The federally funded, county-administered “low income weatherization” program just got a big budget increase thanks to the federal stimulus program: On June 8, Oregon’s low-income weatherization program got a $15 million grant, with $22.5 million more on the way. For homeowners who qualify, the program pays for up to $6,500 for energy-efficiency improvements.

And work started July 10 on the first of 30 homes to get a retrofit this summer under a city of Portland pilot program known as Clean Energy Works Portland. The program, funded by a $2.5 million federal stimulus grant, will expand to 500 homes by next April. The way it works, homeowners borrow money from a revolving fund at below-market interest and repay it, over 20 years, on their utility bills. They also get an “energy advocate” – a sort of retrofitting case worker – to help them manage the contractors. The pilot project is projected to employ 55 people over the next nine months.

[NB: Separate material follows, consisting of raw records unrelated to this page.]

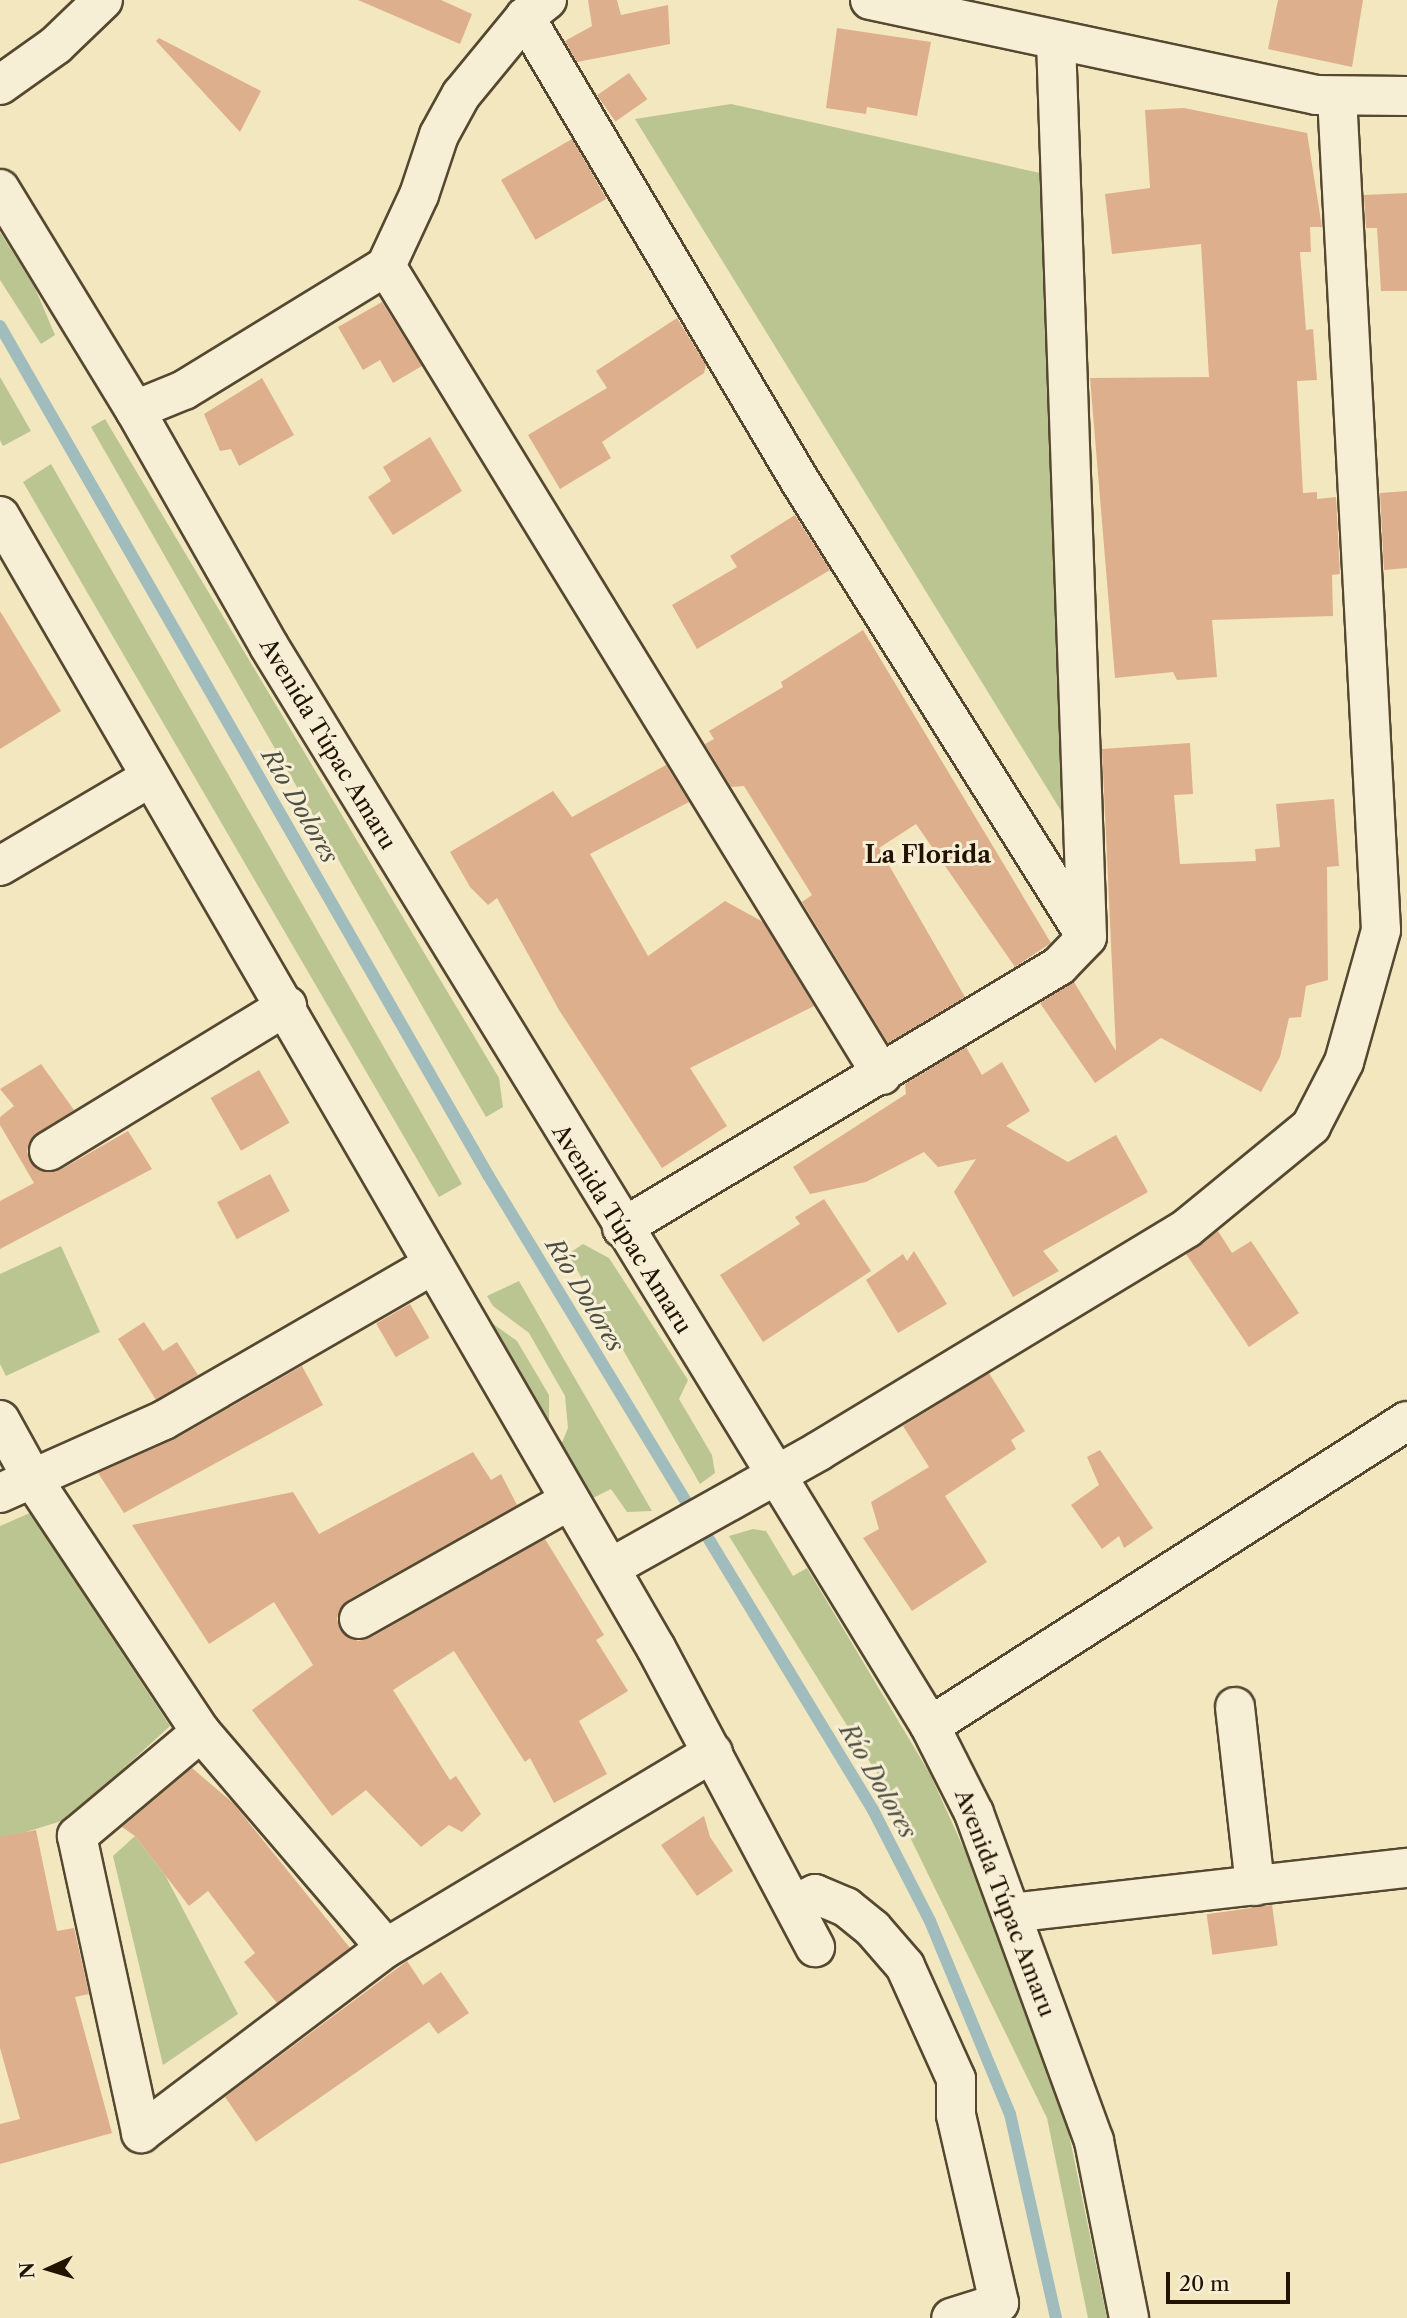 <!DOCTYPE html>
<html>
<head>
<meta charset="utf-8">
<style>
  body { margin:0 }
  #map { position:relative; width:1407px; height:2318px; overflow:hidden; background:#f3e7bf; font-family:"Libre Caslon Text",serif }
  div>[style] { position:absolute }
  .green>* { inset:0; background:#bbc591 }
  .stream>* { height:12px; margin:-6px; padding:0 6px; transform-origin:6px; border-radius:6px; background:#a1bcbd }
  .building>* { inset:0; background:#deaf8c; transform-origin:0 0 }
  .roads { filter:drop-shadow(2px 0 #564830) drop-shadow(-2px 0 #564830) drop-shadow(0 2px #564830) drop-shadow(0 -2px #564830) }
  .minor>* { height:38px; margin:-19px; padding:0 19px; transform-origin:19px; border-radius:19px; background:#f7efd5 }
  span { translate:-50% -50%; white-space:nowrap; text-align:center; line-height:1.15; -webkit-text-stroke:6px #f7efd5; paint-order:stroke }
  .street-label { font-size:23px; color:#221300 }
  .water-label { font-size:24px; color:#4e4e42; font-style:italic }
  .neighbourhood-label { font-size:24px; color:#221300; font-weight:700 }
  .north { position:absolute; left:14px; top:2234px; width:70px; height:70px; -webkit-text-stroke:5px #f7efd5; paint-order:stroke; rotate:266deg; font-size:19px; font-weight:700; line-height:28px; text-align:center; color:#221300 }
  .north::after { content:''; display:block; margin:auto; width:24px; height:32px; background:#221300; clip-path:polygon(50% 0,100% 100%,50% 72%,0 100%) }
  .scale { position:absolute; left:1166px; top:2272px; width:124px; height:32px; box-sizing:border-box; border:4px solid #221300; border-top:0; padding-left:9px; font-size:21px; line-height:24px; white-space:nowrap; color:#221300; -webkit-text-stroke:5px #f7efd5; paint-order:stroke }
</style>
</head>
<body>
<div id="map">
  <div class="green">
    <i style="clip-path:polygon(731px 104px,1049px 175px,1074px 832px,635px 119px)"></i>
    <i style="clip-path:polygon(0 232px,35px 288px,55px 335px,41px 344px,0 280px)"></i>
    <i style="clip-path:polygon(0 377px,31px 431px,3px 446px,0 440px)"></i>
    <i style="clip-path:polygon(105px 419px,499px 1078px,503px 1107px,486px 1117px,445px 1046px,91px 427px)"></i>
    <i style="clip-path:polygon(51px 464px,462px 1184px,439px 1197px,23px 482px)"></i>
    <i style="clip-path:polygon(583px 1244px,609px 1258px,688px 1380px,679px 1399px,712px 1455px,715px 1473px,700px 1484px,568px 1254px)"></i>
    <i style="clip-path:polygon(61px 1246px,100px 1332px,6px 1376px,0 1364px,0 1274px)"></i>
    <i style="clip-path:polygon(519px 1281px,562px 1356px,652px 1511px,627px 1512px,611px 1489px,589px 1500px,561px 1445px,568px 1428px,565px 1396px,529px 1333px,493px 1306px,487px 1296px)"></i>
    <i style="clip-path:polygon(482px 1316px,517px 1341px,549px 1395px,549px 1425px)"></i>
    <i style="clip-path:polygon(30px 1513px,170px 1726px,68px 1819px,0 1840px,0 1526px)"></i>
    <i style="clip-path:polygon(753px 1529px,766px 1531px,793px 1576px,807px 1568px,930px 1774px,993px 1913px,1065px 2115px,1107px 2318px,1088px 2318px,1047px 2118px,886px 1788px,729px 1536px)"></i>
    <i style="clip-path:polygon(135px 1836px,165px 1875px,238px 2014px,163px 2065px,113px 1856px)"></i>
  </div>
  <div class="stream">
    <i style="left:0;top:326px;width:979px;rotate:60.11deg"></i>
    <i style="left:488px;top:1175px;width:743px;rotate:58.77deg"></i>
    <i style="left:873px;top:1810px;width:125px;rotate:62.8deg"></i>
    <i style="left:930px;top:1921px;width:209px;rotate:67.5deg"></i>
    <i style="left:1010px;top:2114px;width:209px;rotate:77.3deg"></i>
  </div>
  <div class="building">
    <i style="clip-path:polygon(358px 0,441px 0,472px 14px,460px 44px)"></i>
    <i style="clip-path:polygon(588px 0,617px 0,621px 15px,668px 5px,670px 44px,577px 62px,565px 41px,592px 26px)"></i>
    <i style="clip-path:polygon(1278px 0,1363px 0,1352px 67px,1268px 49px)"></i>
    <i style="clip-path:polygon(837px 28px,931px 42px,917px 116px,867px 107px,866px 114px,826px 108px)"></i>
    <i style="clip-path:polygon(159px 38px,261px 91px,240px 132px,156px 41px)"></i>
    <i style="left:629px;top:73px;width:32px;height:39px;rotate:55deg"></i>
    <i style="clip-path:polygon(1184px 108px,1307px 133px,1322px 227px,1310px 227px,1311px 252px,1300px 252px,1306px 330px,1313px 329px,1317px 380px,1297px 381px,1303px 493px,1317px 492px,1317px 499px,1336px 497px,1340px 574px,1332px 575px,1333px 616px,1212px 620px,1217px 677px,1177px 680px,1173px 672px,1115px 678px,1090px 378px,1209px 377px,1201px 244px,1112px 254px,1105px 194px,1150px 188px,1145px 110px)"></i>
    <i style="left:572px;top:139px;width:69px;height:82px;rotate:60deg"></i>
    <i style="clip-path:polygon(1407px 193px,1407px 291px,1381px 291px,1377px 228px,1366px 228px,1364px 195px)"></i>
    <i style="clip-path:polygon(382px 302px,422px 366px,393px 383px,380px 360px,363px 370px,338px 327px)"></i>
    <i style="clip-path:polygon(677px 318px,706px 365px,704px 373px,602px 442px,611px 458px,560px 489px,528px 435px,607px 388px,596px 371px)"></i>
    <i style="clip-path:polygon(262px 378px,294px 435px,239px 466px,231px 449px,220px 451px,204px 414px)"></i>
    <i style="clip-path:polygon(430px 437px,462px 491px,393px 535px,368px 497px,391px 481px,383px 467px)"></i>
    <i style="clip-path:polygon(1407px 491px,1407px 568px,1384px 570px,1380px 493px)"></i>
    <i style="clip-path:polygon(795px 515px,830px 570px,697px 649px,672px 605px,737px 567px,730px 556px)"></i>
    <i style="clip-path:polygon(0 611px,61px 711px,0 749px)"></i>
    <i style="clip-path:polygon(863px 630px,1051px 943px,1015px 967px,916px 824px,879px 848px,965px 997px,888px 1043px,802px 902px,812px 895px,744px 786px,731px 787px,705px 744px,714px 739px,709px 731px,783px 687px,781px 682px)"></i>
    <i style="clip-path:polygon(1190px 743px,1193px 794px,1174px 795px,1180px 864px,1256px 861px,1255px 849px,1280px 847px,1276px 804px,1334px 799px,1339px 866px,1327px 867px,1328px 980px,1306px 986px,1301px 1017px,1289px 1018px,1280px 1057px,1261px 1092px,1161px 1038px,1095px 1083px,1040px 1003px,1074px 982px,1116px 1051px,1102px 749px)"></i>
    <i style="clip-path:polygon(666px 765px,689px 802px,590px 854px,648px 956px,725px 901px,763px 922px,814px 1006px,690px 1068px,727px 1126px,662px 1168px,559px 1010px,497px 898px,488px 905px,470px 887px,450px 852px,553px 791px,572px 817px)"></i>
    <i style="clip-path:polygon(966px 1047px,982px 1075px,1002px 1062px,1030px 1111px,1006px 1126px,1068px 1162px,1116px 1135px,1148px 1192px,1043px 1251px,1059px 1271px,1013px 1297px,954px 1192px,976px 1159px,938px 1167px,924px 1152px,866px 1182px,810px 1194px,793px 1167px,906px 1094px,905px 1084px)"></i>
    <i style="clip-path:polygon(41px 1064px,74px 1110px,30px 1140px,27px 1152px,38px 1170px,60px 1170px,128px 1131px,152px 1169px,0 1249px,0 1201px,34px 1183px,0 1125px,0 1117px,14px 1106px,0 1089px)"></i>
    <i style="left:259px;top:1070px;width:61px;height:56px;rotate:60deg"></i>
    <i style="left:270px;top:1174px;width:42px;height:60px;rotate:62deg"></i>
    <i style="clip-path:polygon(824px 1199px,871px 1271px,763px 1342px,720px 1275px,800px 1224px,795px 1217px)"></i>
    <i style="clip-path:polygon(1218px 1231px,1232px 1253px,1251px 1241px,1299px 1313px,1249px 1347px,1186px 1254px)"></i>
    <i style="clip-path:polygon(914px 1251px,947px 1304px,898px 1333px,866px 1280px,903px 1254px,907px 1261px)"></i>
    <i style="left:410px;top:1304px;width:39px;height:39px;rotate:60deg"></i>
    <i style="clip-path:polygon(144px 1322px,163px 1351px,177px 1342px,198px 1375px,156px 1400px,118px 1339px)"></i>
    <i style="clip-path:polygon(302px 1366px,323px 1405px,124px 1513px,98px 1473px,175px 1439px)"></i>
    <i style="clip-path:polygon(989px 1373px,1025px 1431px,1011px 1440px,1016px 1449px,945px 1496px,987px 1562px,912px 1611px,863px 1538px,879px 1529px,871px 1502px,929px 1467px,903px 1426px)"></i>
    <i style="clip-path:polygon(1100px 1450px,1153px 1528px,1124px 1548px,1119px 1536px,1102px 1549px,1071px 1505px,1099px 1485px,1087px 1457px)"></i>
    <i style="clip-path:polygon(473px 1452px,491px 1480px,501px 1474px,517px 1505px,348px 1600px,337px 1618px,340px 1630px,358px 1641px,370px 1638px,545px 1539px,604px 1635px,596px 1640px,628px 1691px,579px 1721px,607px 1774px,554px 1803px,530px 1758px,525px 1762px,454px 1651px,393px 1690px,450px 1780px,456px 1776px,481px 1814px,462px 1832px,449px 1825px,421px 1847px,366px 1790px,332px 1816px,252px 1710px,313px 1665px,274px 1602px,209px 1644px,132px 1525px,293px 1492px,319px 1534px)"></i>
    <i style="clip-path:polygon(192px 1768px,233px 1803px,350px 1948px,277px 2003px,244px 1962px,255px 1953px,208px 1891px,189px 1906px,135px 1836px,122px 1827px)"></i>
    <i style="clip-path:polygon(704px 1816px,710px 1837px,733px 1871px,697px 1896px,661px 1845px)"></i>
    <i style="clip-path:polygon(36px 1830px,57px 1931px,74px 1928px,89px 1994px,75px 1997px,112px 2133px,0 2164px,0 2124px,20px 2119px,0 2048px,0 1837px)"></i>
    <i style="left:1272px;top:1905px;width:41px;height:66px;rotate:82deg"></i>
    <i style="clip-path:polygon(407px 1961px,423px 1985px,441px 1972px,469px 2013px,438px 2034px,429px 2022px,256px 2142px,225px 2097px)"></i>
  </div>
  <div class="roads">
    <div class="minor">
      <i style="left:870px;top:0;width:456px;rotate:12deg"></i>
      <i style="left:1316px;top:95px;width:91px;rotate:0.6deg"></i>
      <i style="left:525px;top:17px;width:539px;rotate:59.35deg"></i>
      <i style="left:800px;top:481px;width:536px;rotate:57.88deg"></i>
      <i style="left:0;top:85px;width:69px;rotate:-35.5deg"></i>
      <i style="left:56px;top:45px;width:65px;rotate:-43.8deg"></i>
      <i style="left:0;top:189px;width:259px;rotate:58.6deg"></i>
      <i style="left:135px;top:410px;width:271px;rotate:60.4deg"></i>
      <i style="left:269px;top:646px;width:1266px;rotate:58.53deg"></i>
      <i style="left:930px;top:1726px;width:97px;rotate:63.2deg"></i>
      <i style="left:974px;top:1813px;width:349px;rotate:69.9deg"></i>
      <i style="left:1094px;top:2141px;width:180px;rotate:78.8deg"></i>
      <i style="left:386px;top:266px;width:949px;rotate:58.49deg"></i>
      <i style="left:135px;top:410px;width:53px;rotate:-22.2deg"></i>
      <i style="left:184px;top:390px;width:237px;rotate:-31.5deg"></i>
      <i style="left:386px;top:266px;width:78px;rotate:-65.1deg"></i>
      <i style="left:419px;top:195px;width:63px;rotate:-71.6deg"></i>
      <i style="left:439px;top:135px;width:46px;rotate:-61.2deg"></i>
      <i style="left:461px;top:95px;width:101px;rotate:-50.6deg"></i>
      <i style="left:525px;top:17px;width:28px;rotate:-38deg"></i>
      <i style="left:0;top:516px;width:1308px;rotate:59.91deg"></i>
      <i style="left:656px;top:1648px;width:339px;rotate:62deg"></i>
      <i style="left:0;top:866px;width:175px;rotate:-30.5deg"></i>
      <i style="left:49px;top:1151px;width:279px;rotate:-31.4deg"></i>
      <i style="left:622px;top:1228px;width:510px;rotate:-30.94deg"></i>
      <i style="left:1059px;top:966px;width:40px;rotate:-46deg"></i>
      <i style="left:1087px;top:937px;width:897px;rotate:-91.98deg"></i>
      <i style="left:0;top:1420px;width:66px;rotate:61.1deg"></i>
      <i style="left:32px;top:1478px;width:305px;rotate:56.4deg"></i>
      <i style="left:201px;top:1732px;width:284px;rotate:49.4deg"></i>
      <i style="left:0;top:1493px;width:180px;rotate:-24deg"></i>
      <i style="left:164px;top:1420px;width:310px;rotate:-30deg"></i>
      <i style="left:610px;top:1568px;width:240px;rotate:-29.2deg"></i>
      <i style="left:819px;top:1451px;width:430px;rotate:-31.2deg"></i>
      <i style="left:1187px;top:1228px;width:161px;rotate:-39.4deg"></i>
      <i style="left:1311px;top:1126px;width:72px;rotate:-62.7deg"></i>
      <i style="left:1344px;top:1062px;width:137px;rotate:-74.3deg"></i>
      <i style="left:1381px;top:930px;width:834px;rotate:-93.02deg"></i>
      <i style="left:359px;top:1619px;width:240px;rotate:-29.4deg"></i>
      <i style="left:1235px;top:1707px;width:180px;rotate:83.6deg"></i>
      <i style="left:930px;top:1726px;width:566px;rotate:-32.6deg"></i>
      <i style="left:201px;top:1732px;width:162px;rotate:140deg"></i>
      <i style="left:77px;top:1836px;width:304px;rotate:77.8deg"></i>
      <i style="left:141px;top:2133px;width:307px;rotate:-37.1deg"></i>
      <i style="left:386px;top:1948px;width:381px;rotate:-30.9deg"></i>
      <i style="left:796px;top:1903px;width:21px;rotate:-25deg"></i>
      <i style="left:815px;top:1894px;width:34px;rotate:23deg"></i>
      <i style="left:846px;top:1907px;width:35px;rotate:39deg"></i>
      <i style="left:873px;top:1929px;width:49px;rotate:49.1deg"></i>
      <i style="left:905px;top:1966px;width:124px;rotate:65.7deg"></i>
      <i style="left:956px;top:2079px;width:36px;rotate:90deg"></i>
      <i style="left:956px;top:2115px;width:193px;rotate:77.1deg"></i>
      <i style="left:999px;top:2303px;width:50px;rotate:162.6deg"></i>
      <i style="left:1011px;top:1913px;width:399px;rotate:-6.5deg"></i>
    </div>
  </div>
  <div class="street-label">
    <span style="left:328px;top:744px;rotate:59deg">Avenida Túpac Amaru</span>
    <span style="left:622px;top:1229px;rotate:58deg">Avenida Túpac Amaru</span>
    <span style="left:1005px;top:1903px;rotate:69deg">Avenida Túpac Amaru</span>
  </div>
  <div class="water-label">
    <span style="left:300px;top:806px;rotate:60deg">Río Dolores</span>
    <span style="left:585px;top:1295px;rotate:59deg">Río Dolores</span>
    <span style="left:878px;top:1781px;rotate:60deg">Río Dolores</span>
  </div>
  <div class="neighbourhood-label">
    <span style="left:928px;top:855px">La Florida</span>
  </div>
  <div class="north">N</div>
  <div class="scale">20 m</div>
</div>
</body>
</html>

They’ll earn at least $15.12 an hour, thanks to the “wage floor” provision of a just-passed state law authored by southeast Portland state Rep. Jules Bailey. The new law will use $10 million in lottery and bond funds to seed projects like Portland’s in jurisdictions around the state. Bailey predicts the statewide pilot projects will employ 1,500 people in the next 18 months. Beaverton, Gresham and Clackamas and Multnomah counties have expressed interest.